> PROBLEM:
Go through the data below and return each line containing the word "university".

> SOURCE DATA:
****************************************

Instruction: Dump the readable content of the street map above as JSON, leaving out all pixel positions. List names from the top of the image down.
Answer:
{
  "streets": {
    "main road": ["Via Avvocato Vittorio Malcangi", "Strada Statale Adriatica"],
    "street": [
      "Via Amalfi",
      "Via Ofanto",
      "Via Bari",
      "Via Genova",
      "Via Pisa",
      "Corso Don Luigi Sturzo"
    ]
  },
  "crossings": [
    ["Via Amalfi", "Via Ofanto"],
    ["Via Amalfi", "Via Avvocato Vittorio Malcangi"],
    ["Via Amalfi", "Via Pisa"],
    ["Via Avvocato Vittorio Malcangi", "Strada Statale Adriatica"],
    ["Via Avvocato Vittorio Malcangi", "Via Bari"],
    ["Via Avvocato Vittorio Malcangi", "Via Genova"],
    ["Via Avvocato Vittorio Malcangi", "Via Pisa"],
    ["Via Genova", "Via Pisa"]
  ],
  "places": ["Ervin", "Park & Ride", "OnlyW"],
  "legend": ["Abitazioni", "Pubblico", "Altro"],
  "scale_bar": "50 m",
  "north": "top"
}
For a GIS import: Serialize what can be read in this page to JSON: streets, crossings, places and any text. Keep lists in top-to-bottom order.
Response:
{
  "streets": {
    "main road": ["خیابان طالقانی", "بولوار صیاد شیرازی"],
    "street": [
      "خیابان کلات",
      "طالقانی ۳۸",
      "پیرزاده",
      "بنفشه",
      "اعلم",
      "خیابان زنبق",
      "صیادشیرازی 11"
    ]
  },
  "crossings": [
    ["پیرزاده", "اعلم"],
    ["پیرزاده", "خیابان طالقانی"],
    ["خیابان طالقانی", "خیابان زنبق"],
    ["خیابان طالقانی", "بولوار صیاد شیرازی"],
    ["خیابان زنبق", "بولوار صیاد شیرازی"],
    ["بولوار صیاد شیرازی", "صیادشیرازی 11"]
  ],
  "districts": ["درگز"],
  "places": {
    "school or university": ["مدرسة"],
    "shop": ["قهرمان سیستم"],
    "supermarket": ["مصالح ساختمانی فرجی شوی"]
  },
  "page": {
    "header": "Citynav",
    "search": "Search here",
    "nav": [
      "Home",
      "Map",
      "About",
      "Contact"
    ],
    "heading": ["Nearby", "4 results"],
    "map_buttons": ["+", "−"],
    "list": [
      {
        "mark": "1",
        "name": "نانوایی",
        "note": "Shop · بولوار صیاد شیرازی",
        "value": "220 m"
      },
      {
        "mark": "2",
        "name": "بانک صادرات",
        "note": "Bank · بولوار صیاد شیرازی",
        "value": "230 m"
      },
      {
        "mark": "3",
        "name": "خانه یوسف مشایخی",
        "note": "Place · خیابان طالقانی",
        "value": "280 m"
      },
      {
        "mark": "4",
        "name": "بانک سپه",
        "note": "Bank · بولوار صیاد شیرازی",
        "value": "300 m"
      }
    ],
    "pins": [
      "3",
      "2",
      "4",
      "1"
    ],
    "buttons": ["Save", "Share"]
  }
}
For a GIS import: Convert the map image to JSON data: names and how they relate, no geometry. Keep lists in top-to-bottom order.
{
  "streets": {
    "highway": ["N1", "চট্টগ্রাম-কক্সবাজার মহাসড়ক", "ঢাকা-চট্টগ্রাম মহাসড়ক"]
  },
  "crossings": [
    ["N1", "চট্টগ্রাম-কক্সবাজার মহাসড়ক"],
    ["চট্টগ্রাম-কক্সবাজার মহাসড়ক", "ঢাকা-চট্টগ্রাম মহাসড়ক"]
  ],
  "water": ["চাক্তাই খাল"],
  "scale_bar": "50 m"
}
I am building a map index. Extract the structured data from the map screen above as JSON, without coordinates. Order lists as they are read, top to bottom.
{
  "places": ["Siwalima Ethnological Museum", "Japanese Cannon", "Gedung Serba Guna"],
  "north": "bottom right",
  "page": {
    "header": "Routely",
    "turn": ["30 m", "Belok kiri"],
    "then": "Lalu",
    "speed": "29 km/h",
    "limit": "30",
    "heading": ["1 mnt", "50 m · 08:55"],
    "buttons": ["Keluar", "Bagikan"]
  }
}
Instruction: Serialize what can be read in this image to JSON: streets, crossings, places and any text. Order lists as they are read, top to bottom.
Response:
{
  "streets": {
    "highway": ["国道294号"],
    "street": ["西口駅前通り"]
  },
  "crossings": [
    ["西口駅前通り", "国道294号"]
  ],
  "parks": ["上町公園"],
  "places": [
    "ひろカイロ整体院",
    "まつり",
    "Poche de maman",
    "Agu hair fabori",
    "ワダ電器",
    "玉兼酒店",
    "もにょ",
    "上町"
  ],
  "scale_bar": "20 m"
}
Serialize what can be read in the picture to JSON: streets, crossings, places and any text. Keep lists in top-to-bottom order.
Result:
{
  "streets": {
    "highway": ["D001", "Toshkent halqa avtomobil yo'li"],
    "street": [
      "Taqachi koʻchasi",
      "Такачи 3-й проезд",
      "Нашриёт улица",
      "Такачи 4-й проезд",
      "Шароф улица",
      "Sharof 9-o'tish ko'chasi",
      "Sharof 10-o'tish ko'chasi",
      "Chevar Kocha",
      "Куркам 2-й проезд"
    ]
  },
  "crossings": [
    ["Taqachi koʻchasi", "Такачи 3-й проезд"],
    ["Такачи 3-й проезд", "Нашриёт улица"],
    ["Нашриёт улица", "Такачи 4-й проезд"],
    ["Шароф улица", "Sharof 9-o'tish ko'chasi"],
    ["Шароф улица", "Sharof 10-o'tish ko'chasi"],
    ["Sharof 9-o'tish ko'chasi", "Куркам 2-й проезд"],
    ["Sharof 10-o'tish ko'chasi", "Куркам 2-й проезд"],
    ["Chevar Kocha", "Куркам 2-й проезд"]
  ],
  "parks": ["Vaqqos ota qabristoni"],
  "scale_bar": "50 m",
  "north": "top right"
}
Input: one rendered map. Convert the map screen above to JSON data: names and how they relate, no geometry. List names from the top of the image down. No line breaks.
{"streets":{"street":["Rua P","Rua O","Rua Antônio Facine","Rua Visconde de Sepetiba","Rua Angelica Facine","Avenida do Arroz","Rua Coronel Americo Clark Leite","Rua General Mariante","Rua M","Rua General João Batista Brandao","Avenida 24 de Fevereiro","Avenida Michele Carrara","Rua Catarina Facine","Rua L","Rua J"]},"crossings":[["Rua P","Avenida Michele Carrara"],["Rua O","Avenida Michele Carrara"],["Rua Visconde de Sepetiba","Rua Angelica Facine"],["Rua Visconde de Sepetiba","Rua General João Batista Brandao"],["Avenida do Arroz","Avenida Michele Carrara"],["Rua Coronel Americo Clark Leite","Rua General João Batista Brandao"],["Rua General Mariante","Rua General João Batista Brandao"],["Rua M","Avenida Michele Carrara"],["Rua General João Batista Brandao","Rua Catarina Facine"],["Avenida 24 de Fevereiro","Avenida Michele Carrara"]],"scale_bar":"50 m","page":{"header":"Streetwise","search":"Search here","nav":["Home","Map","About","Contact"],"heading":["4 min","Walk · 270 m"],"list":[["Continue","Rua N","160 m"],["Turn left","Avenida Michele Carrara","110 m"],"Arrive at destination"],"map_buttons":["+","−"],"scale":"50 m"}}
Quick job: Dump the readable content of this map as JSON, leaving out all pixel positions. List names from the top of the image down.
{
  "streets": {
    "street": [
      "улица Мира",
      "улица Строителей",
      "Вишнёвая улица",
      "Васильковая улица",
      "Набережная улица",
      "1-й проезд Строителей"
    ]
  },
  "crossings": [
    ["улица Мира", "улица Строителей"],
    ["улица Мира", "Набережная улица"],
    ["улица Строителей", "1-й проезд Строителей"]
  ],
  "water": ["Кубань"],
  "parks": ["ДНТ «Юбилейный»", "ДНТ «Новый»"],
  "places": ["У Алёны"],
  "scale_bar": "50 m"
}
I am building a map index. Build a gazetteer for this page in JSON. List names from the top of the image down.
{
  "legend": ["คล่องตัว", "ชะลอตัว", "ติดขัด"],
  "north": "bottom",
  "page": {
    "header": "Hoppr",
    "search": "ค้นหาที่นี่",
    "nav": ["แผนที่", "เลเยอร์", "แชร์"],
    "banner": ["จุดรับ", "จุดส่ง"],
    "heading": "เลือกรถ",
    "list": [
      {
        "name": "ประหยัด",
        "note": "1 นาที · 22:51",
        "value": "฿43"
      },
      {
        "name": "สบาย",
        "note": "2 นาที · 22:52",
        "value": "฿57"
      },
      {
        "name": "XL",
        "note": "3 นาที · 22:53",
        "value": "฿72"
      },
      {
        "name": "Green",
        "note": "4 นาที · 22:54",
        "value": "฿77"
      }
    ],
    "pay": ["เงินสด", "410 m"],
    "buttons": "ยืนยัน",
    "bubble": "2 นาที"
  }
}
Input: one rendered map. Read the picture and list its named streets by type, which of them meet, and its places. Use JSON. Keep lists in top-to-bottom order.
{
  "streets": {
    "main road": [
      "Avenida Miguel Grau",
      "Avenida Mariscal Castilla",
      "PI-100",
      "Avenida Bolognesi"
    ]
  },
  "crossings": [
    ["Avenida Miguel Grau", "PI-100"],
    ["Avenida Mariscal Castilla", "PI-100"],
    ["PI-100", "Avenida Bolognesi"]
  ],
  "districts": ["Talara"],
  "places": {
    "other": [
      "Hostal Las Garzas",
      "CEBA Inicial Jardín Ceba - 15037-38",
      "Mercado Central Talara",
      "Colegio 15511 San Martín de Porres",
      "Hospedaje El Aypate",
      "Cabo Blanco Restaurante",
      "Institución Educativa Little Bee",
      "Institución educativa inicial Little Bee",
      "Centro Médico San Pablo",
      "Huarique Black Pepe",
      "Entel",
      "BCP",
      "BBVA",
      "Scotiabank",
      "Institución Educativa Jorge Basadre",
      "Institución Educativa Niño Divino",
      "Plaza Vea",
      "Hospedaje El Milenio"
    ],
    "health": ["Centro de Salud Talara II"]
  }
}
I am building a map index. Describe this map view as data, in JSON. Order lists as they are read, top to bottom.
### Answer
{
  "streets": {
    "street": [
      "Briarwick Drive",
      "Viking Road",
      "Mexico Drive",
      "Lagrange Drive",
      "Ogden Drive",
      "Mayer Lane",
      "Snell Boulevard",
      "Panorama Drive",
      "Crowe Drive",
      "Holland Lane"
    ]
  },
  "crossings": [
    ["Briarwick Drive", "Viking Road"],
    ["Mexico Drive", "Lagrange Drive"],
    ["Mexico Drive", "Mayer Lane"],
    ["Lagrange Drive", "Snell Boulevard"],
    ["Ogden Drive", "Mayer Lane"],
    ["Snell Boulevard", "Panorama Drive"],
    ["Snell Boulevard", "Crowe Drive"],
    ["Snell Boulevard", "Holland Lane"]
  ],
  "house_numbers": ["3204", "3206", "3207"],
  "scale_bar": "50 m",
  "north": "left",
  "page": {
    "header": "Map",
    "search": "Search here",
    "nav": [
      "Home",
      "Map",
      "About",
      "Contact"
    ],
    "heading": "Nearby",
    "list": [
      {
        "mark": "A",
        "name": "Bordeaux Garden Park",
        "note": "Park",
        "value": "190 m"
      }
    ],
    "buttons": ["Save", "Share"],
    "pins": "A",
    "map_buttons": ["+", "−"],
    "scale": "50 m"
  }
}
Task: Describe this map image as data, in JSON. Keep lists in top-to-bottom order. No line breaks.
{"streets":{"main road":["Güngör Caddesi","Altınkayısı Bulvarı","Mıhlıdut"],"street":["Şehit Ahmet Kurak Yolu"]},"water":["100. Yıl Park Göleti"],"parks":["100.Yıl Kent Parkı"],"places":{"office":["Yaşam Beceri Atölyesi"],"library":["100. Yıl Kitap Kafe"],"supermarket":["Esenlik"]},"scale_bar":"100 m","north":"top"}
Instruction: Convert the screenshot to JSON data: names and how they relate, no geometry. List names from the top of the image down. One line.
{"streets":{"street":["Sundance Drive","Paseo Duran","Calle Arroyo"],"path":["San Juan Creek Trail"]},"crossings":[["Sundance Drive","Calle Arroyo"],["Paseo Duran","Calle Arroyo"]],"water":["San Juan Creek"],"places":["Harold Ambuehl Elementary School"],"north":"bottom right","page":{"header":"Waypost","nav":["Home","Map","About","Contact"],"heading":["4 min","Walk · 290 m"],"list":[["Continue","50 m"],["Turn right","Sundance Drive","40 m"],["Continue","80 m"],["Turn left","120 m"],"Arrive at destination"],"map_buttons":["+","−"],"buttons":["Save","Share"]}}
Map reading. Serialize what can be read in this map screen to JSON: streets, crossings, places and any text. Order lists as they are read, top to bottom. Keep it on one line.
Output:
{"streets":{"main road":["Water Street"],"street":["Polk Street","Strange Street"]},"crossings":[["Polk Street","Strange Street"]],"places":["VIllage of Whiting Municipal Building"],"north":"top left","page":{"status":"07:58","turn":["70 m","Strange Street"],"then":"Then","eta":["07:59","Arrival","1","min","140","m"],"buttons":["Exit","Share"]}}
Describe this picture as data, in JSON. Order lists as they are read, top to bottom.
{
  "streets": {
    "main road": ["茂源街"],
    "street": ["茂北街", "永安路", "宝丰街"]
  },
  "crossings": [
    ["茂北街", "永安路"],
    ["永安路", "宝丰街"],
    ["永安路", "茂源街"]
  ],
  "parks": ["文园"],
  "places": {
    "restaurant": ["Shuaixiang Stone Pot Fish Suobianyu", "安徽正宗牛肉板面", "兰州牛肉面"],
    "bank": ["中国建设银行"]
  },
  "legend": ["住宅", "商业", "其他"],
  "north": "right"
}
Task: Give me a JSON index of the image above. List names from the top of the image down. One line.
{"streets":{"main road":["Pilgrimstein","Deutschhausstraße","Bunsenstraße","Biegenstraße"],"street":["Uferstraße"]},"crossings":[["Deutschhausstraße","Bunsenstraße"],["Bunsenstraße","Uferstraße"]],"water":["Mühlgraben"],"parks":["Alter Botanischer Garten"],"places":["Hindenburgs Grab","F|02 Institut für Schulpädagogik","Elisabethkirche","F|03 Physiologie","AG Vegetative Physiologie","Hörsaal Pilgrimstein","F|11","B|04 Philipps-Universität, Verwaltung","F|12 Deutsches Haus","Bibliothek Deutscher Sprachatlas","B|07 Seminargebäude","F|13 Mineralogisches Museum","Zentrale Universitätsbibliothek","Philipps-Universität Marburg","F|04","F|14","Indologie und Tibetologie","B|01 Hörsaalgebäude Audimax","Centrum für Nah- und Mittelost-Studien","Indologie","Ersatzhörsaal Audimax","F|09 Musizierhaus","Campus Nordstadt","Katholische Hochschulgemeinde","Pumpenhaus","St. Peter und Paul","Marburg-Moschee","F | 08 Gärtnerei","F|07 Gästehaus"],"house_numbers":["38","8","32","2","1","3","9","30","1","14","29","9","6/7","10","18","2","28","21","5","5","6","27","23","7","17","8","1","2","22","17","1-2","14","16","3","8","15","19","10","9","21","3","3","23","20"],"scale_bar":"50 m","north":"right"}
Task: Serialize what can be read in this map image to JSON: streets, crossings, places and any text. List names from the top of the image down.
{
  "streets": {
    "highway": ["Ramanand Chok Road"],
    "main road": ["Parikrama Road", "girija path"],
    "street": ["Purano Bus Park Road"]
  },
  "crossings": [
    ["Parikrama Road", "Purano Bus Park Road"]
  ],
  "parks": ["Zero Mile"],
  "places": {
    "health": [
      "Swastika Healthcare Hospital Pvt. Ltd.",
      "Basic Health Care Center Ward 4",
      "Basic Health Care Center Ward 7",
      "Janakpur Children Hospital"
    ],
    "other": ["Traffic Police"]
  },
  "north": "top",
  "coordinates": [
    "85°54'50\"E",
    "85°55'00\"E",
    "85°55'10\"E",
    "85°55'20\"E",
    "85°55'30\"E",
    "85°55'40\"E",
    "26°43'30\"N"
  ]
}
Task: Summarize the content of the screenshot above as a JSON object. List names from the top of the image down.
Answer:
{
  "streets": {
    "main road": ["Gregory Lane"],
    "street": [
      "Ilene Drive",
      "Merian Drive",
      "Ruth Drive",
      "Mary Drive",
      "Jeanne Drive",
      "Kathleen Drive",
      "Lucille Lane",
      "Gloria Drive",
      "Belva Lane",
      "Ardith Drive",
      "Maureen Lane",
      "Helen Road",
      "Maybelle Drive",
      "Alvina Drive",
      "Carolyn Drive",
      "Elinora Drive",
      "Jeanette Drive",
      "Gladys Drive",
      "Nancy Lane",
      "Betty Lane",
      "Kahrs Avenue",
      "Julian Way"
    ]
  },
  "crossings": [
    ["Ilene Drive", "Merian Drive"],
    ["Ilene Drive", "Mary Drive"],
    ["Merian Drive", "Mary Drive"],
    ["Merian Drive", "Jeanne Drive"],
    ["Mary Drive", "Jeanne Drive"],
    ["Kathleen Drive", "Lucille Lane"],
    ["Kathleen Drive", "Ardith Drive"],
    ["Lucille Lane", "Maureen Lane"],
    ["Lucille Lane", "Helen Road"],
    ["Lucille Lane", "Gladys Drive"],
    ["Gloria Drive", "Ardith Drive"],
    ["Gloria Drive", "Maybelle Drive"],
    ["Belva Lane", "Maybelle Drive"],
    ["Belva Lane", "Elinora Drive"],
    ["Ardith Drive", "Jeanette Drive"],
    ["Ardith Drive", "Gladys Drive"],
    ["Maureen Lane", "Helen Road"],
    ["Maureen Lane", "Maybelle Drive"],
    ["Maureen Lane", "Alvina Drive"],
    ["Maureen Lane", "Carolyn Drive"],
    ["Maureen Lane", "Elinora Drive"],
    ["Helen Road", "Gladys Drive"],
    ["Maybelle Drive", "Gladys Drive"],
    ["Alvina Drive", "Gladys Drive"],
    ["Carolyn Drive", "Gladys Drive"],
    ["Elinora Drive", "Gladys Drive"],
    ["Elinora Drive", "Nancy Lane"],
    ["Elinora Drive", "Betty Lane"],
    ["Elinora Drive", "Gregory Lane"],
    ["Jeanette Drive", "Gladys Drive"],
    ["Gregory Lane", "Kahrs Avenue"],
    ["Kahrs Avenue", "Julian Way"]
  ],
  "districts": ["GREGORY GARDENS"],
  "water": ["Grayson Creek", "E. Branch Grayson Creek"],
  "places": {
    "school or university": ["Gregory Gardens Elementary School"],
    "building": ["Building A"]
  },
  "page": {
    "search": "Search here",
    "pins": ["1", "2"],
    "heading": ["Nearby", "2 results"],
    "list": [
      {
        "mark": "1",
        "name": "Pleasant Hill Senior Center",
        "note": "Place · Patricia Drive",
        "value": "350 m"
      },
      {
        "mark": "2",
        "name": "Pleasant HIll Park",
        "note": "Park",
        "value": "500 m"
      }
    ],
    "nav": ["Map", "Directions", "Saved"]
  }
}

****************************************

> EXERCISE RESULT:
    "school or university": ["مدرسة"],
    "school or university": ["Gregory Gardens Elementary School"],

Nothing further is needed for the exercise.